## What you need to do
Report each line of the data below in which "shadow" appears.
(Data extracts Opens)
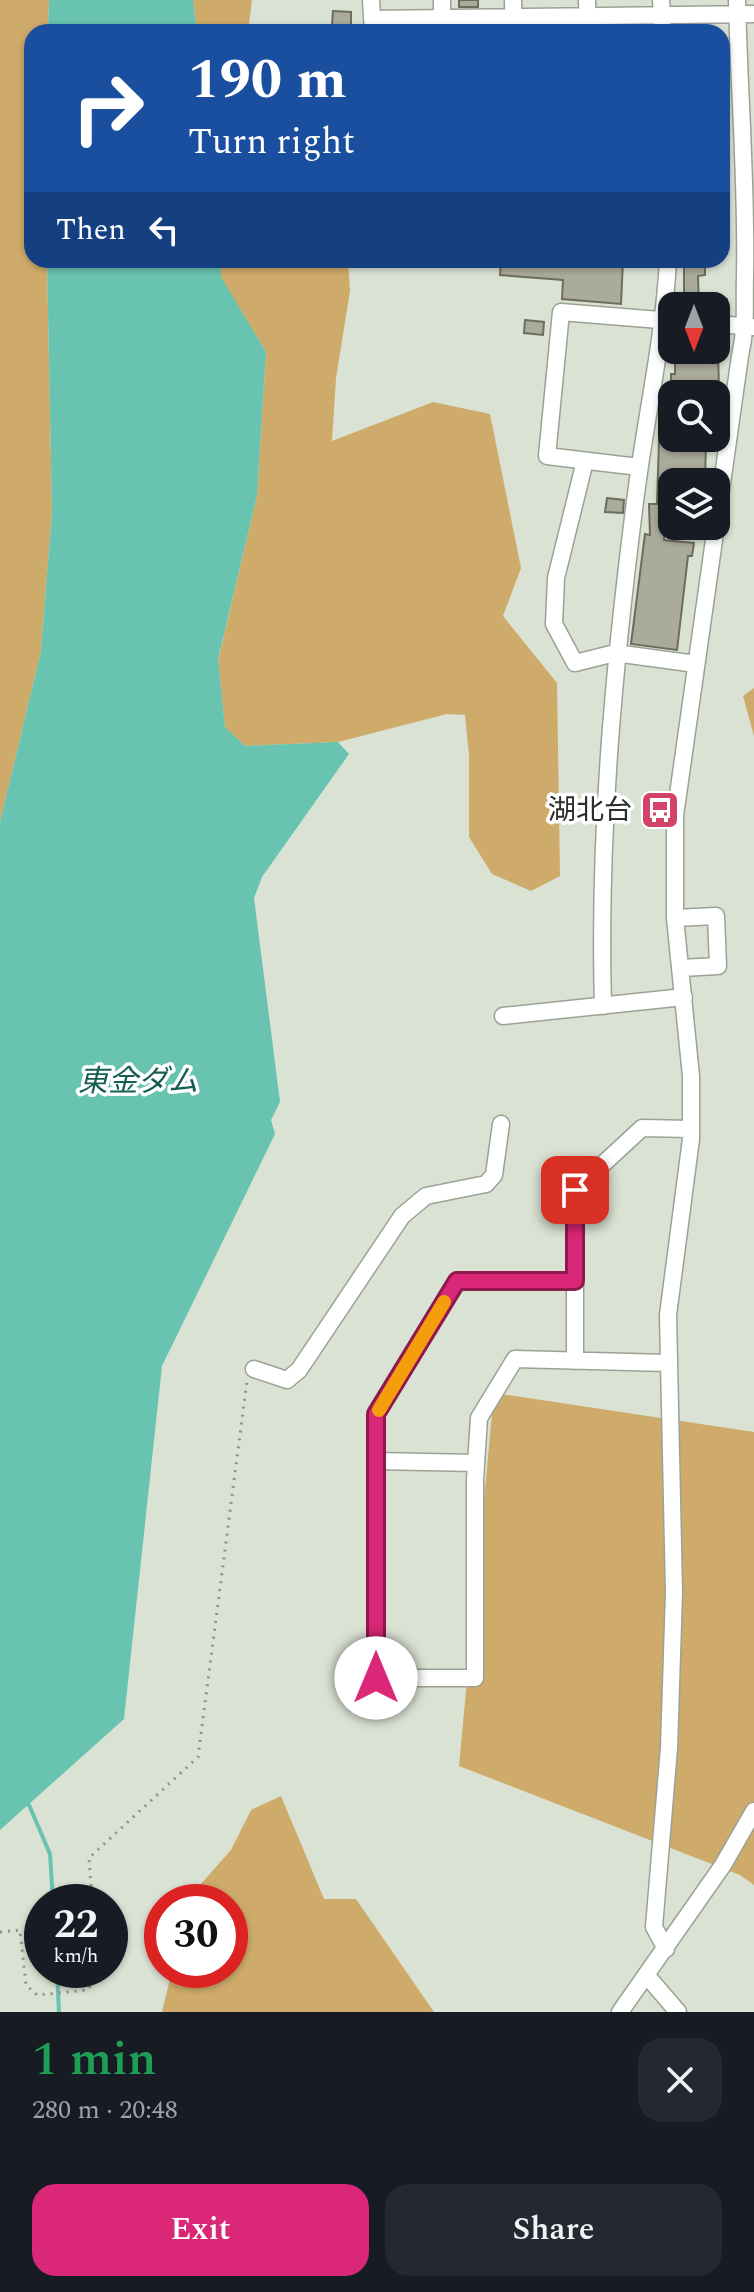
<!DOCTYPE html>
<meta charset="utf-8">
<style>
:root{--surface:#171b24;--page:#242831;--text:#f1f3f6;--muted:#9ea1a6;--accent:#db2777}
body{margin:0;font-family:Spectral,"Noto Sans JP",serif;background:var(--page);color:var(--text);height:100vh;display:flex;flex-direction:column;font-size:30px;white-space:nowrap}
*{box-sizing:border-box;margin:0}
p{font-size:26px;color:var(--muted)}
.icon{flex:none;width:44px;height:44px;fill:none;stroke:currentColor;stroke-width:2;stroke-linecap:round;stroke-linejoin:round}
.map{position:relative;height:2012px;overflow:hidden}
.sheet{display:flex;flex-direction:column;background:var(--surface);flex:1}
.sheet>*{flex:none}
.guide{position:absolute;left:24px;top:24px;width:706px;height:244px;border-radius:24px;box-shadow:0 2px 6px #0004;background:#1a4fa0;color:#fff;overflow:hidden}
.needle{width:52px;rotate:180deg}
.controls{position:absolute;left:658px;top:292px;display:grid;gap:16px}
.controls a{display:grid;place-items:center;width:72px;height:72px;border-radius:16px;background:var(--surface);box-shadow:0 2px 6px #0004;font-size:40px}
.speed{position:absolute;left:24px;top:1884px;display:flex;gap:16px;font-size:40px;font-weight:700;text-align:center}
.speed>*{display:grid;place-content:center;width:104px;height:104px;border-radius:50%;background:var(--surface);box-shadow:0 2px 6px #0004;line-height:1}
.speed small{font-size:20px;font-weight:400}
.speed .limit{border:12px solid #d22;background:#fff;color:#111}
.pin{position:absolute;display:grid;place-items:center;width:68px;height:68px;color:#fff;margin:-34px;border-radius:16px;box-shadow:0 4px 12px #0006}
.me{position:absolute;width:88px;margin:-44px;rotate:0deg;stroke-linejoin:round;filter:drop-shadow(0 0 6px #0008)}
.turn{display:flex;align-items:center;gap:28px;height:168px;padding:0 32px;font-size:36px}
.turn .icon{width:104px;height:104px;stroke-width:2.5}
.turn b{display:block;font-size:56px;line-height:68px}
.then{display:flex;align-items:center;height:76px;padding:0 32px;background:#0003;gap:16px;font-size:30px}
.round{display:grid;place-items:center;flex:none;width:84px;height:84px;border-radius:24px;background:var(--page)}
.summary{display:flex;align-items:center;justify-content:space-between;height:136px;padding:0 32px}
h1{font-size:48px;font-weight:600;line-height:60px;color:#1e9e55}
.action{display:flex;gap:16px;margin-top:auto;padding:16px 32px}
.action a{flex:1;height:92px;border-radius:24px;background:var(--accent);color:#fff;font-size:32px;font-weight:600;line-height:92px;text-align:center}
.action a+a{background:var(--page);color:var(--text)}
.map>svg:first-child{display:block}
.forest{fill:#ceab6a}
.water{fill:#68c3b0}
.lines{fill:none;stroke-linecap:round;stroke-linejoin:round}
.stream{stroke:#68c3b0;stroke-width:4}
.building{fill:#abab9b;stroke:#6d6d5e;stroke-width:2}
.minor-casing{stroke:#9ba294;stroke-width:19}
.path{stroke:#8d9388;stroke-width:3;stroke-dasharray:2 6;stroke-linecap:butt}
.minor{stroke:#fff;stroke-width:16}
.route-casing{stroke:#8e194d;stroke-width:20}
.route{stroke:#db2777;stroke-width:14}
.slow{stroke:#f59e0b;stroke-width:14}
.labels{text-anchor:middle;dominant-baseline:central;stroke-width:7;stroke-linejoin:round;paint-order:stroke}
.poi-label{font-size:28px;fill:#2c2f29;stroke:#fff;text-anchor:end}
.water-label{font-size:30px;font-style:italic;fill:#145f52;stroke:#fff}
</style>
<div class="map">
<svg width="754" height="2012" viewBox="0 0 754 2012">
<rect width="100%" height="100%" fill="#dae2d3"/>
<!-- forest -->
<path class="forest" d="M0,0h49l-1,32h-16v228h15l5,252 -11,139 -41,172z
M193,0h59l-4,32h-51z
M221,260h127l2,31 -14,87 -4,63 101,-39 57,12 31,154 -18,48 54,67 3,193 -29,15 -39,-17 -23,-37v-82l-4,-40 -18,-1 -109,28 -93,4 -20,-19 -7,-66 39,-166 9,-143 -46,-75z
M754,688v48l-11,-40z
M494,1393l260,39v453l-14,-10 -281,-109z
M281,1796l43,103h32l78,113h-272l10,-42h58v-68h-45l46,-52 20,-40z"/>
<!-- water -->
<path class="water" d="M49,0h144l4,32h-149z
M47,260h174v17l45,75 -9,143 -39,165 7,67 20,19 93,-4 11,12 -87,123 -8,21 26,204 -9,18 4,14 -113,232 -38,353 -124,111v-1007l41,-172 11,-139z"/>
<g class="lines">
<!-- stream -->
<path class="stream" d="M29,1805l21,49 3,48
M57,1970l2,42"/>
</g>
<!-- building -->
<path class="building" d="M459,0h19v7h-19z
M333,11l18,1v14l-19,-1z
M568,260h55l-2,44 -59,-5 1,-19 -63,-5 1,-13 67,5z
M684,264h21v11l-7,1 1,30h-21v-12h6z
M716,299h11v12l-11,1z
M525,320l19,2 -1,13 -19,-2z
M675,350h43l1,40 -48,-4v-12h4z
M659,440l47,2 -1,40h-33l-2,34h-4l-2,24 30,3 -2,13h-4l-11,94 -46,-6 14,-110 5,1 -1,-31h8z
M607,498l17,2 -1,13 -18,-1z"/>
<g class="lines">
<defs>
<path id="minor" d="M371,0l2,32
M442,0v32
M513,0l1,32
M587,0l1,32
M661,0l2,32
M372,19l382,-5
M716,324l38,3
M585,461l-29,117 -2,46 21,39 40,-10 81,11
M639,467l-92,-11 14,-144 111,9
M675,918l41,-2 2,50 -37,2
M603,1006c-5,-172 11,-342 33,-512 10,-79 28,-155 32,-234
M503,1016l181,-19
M575,1281h-118l-81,133v264h99v-198l4,-62 36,-59 152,4
M575,1361v-171l67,-62 49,1
M254,1369l33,11 12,-10 103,-154 24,-20 60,-12 8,-9 7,-51
M376,1461l100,2
M666,1949l-12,-22 15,-179 5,-156 -6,-277 23,-176v-63l-16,-158v-102l65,-460c7,-31 4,-48 5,-79 2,-92 -6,-184 -8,-277
M647,1976l31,36
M620,2012l103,-147 31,-54"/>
</defs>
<!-- minor casing -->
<use href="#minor" class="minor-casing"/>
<!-- path -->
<path class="path" d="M92,1902l-3,-44 109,-101 49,-376
M0,1932l20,-2 6,55 11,10 51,-5 10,-20"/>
<!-- minor -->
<use href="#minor" class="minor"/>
</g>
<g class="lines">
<defs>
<path id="route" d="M376,1678v-264l81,-133h118v-91"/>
</defs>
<!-- route casing -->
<use href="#route" class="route-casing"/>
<!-- route -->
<use href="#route" class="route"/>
<!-- slow -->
<path class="slow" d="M379,1410l65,-108"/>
</g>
<!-- icons -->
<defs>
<symbol id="bus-square" viewBox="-11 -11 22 22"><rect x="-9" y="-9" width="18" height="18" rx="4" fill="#d24367" stroke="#fff"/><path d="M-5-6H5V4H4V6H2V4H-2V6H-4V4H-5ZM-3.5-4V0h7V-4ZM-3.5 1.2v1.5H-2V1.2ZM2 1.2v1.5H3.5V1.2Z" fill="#fff"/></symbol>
</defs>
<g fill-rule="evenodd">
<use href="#bus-square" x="638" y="788" width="44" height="44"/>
</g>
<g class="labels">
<!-- poi labels -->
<g class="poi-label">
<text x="632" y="810">湖北台</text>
</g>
<!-- water labels -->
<g class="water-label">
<text x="138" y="1082">東金ダム</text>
</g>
</g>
</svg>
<div class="controls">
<a><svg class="needle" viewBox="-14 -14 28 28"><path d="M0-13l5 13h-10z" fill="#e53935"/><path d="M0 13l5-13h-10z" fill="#9ea1a6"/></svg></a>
<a><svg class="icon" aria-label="search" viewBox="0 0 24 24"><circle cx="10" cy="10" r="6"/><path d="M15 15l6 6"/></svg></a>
<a><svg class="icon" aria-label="layers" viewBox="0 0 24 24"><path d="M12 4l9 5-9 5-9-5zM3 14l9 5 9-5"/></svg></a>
</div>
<div class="speed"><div>22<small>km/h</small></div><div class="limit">30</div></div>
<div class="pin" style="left:575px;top:1190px;background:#d93025"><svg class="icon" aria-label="arrive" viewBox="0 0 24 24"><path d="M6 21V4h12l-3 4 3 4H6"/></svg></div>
<svg class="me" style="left:376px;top:1678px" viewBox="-20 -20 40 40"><circle r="19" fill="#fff"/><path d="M0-13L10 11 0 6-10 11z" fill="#db2777"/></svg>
<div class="guide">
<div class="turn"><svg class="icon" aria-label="right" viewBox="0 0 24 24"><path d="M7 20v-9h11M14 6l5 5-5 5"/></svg><div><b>190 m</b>Turn right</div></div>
<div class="then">Then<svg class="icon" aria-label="left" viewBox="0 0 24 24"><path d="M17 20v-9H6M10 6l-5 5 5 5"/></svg></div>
</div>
</div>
<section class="sheet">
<div class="summary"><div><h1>1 min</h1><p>280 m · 20:48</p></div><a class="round"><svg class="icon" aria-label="close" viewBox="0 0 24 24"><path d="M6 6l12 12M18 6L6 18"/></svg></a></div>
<div class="action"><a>Exit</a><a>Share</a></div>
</section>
(Data extracts Closes)
## Solved exercise
.guide{position:absolute;left:24px;top:24px;width:706px;height:244px;border-radius:24px;box-shadow:0 2px 6px #0004;background:#1a4fa0;color:#fff;overflow:hidden}
.controls a{display:grid;place-items:center;width:72px;height:72px;border-radius:16px;background:var(--surface);box-shadow:0 2px 6px #0004;font-size:40px}
.speed>*{display:grid;place-content:center;width:104px;height:104px;border-radius:50%;background:var(--surface);box-shadow:0 2px 6px #0004;line-height:1}
.pin{position:absolute;display:grid;place-items:center;width:68px;height:68px;color:#fff;margin:-34px;border-radius:16px;box-shadow:0 4px 12px #0006}
.me{position:absolute;width:88px;margin:-44px;rotate:0deg;stroke-linejoin:round;filter:drop-shadow(0 0 6px #0008)}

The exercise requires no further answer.